The first great fruit of the prince of Pesquiere,
But then shall come a very cruel & malign one,
Inside Venice he shall lose his proud glory
And be put to trouble by a more joyful Celin.


(Premier grand fruit le prince de Pesquiere
Mais puis viendra bien & cruel malin,
Dedans Venise perdra sa gloire fiere
Et mys à mal par plus joyue Celin.)

Notes: Premier grand fruit le prince de Pesquiere: Le prince is in the case of regime (cas-régime, oblique case) equal to of the prince (cf. Shimaoka,p.11).

The prince of Pesquiere: Francis-Joseph I, Emperor of Austria (1848-1916), Pesquiere (Peschiera del Garda) being one of the Austrian quadrilateral fortifications of Venetia (Verona, Mantua, Legnago and Peschiera) (cf. HH, IX, p.599).

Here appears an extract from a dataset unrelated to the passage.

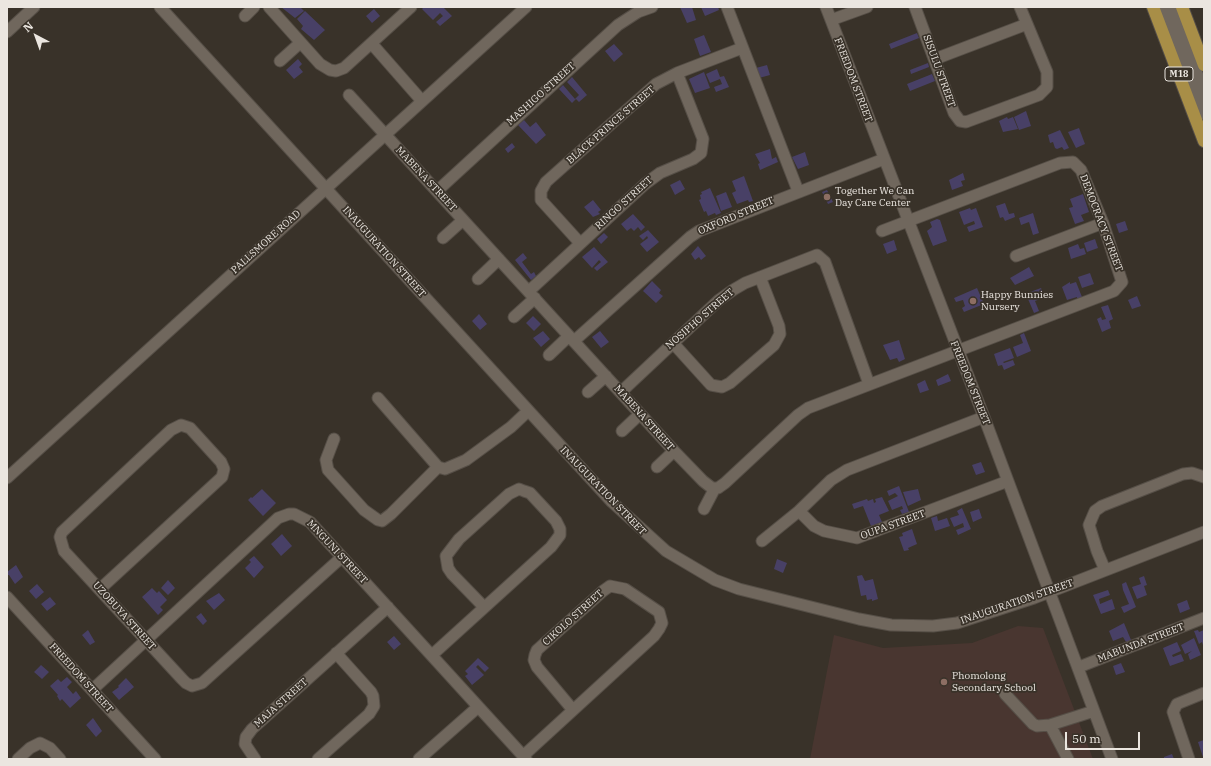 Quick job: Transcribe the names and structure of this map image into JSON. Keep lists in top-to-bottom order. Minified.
{"streets":{"main road":["M18"],"street":["SISULU STREET","FREEDOM STREET","MASHIGO STREET","BLACK PRINCE STREET","MABENA STREET","RINGO STREET","OXFORD STREET","DEMOCRACY STREET","PALLSMORE ROAD","INAUGURATION STREET","NOSIPHO STREET","OUPA STREET","MNGUNI STREET","UZOBUYA STREET","CIKOLO STREET","MABUNDA STREET","MAJA STREET"]},"crossings":[["FREEDOM STREET","OXFORD STREET"],["FREEDOM STREET","DEMOCRACY STREET"],["FREEDOM STREET","INAUGURATION STREET"],["FREEDOM STREET","OUPA STREET"],["FREEDOM STREET","MNGUNI STREET"],["FREEDOM STREET","MABUNDA STREET"],["MASHIGO STREET","MABENA STREET"],["BLACK PRINCE STREET","RINGO STREET"],["MABENA STREET","RINGO STREET"],["MABENA STREET","OXFORD STREET"],["MABENA STREET","PALLSMORE ROAD"],["MABENA STREET","NOSIPHO STREET"],["PALLSMORE ROAD","INAUGURATION STREET"],["MNGUNI STREET","UZOBUYA STREET"],["MNGUNI STREET","CIKOLO STREET"],["MNGUNI STREET","MAJA STREET"]],"places":["Together We Can Day Care Center","Happy Bunnies Nursery","Phomolong Secondary School"],"scale_bar":"50 m","north":"top left"} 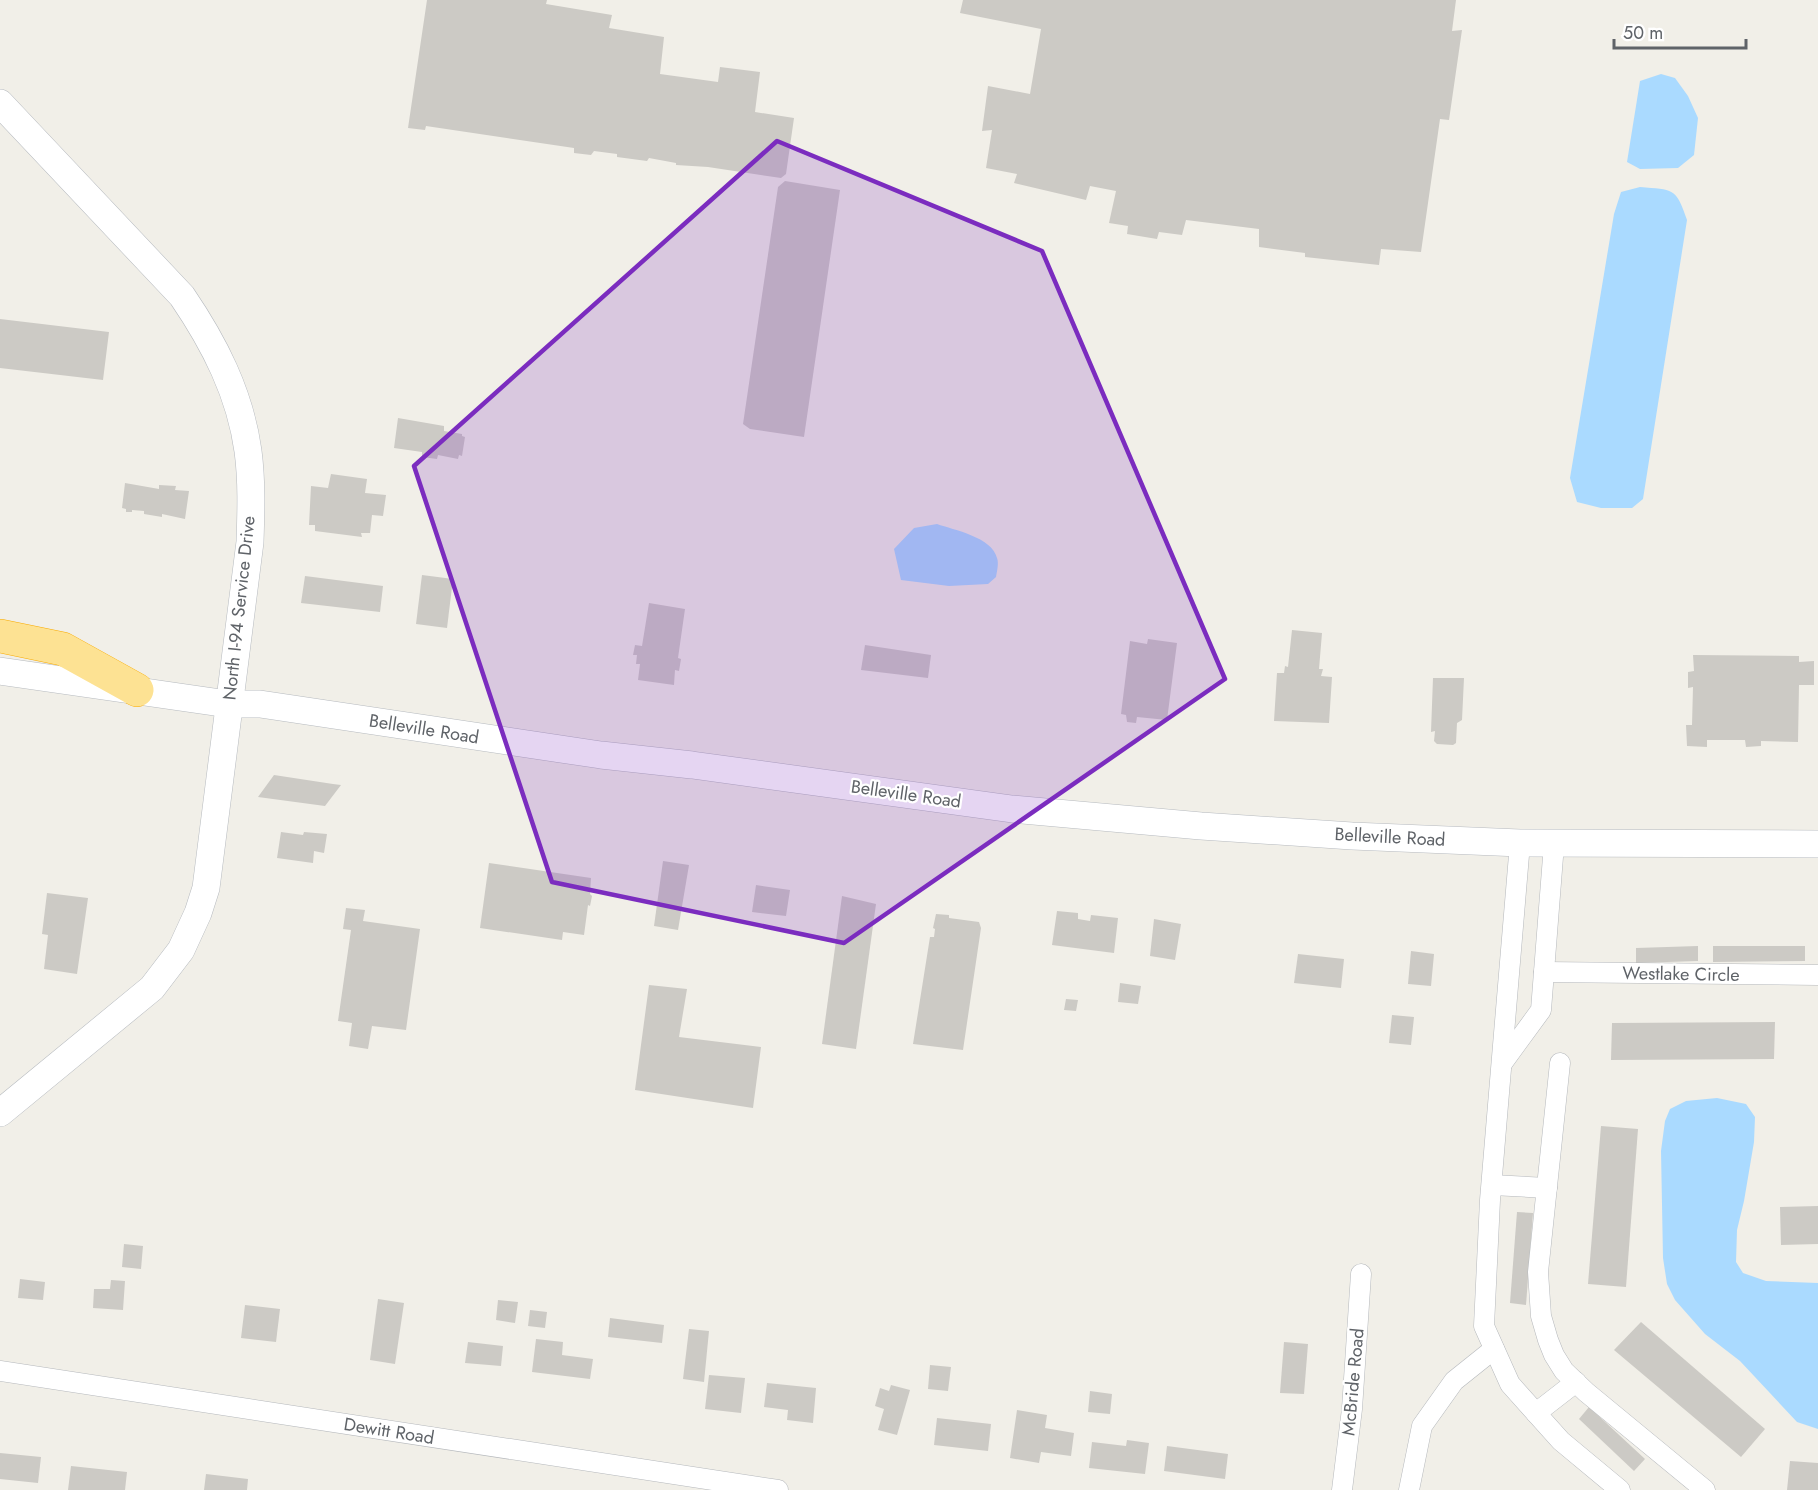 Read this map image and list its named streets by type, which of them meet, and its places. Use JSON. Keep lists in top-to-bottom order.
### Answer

The first great fruit of the prince of Pesquiere: His first grand victory against Charles-Albert of Sardinia: «On the 25th of July [1848], on a hot summer day Count Radetzky gained a victory at Custozza which established Austria’s military glory in the most brilliant fashion.» (HH, id.). 

A very cruel & malign one: Camillo Benso, Count of Cavour (1810-1861), malign in Nostradamus being « the chacacter of a man of ruse and fineness, an intelligent» (Petit Robert), i.e., a statesman. « Cavour, the man of devious ways and unidealistic views » (HH, IX, p.610); « The count Camillo Benso di Cavour had been born in 1810, two years later than Mazzini. He had not yet entered upon his ministerial career, but was writing articles for the Risorgimento, which at Turin opposed the Mazzinistic journal Concordia, and was devoting himself to political and economical studies. It is impossible to speak of Mazzini and Cavour without remembering the third great regenerator of Italy, Giuseppe Garibaldi. At this date he was in exile; but a few years later he returned, and began his career of popular deliverance in Lombardy. Mazzini the prophet, Garibaldi the knight-errant, and Cavour the statesman, of Italian independence, were all natives of the kingdom of Sardinia. But their several positions in it were so different as to account in no small measure for the very divergent parts they played in the coming drama. Mazzini was a native of Genoa, which ill tolerated the enforced rule of Turin. Graribaldi came from Nice, and was a child of the people. Cavour was born in the midst of that stiff aristocraticul society of old Piedmont which has been described so vividly by D'Azeglio in his Ricordi. The Piedmontese nobles had the virtues and the defects of English country squires in the last century. Loyal, truthful, brave, hard-headed, tough in resistance, obstinately prejudiced, they made excellent soldiers, and were devoted servants of the crown. Moreover, they hid beneath their stolid exterior greater political capacity than the more genial and brilliant inhabitants of southern and central Italy.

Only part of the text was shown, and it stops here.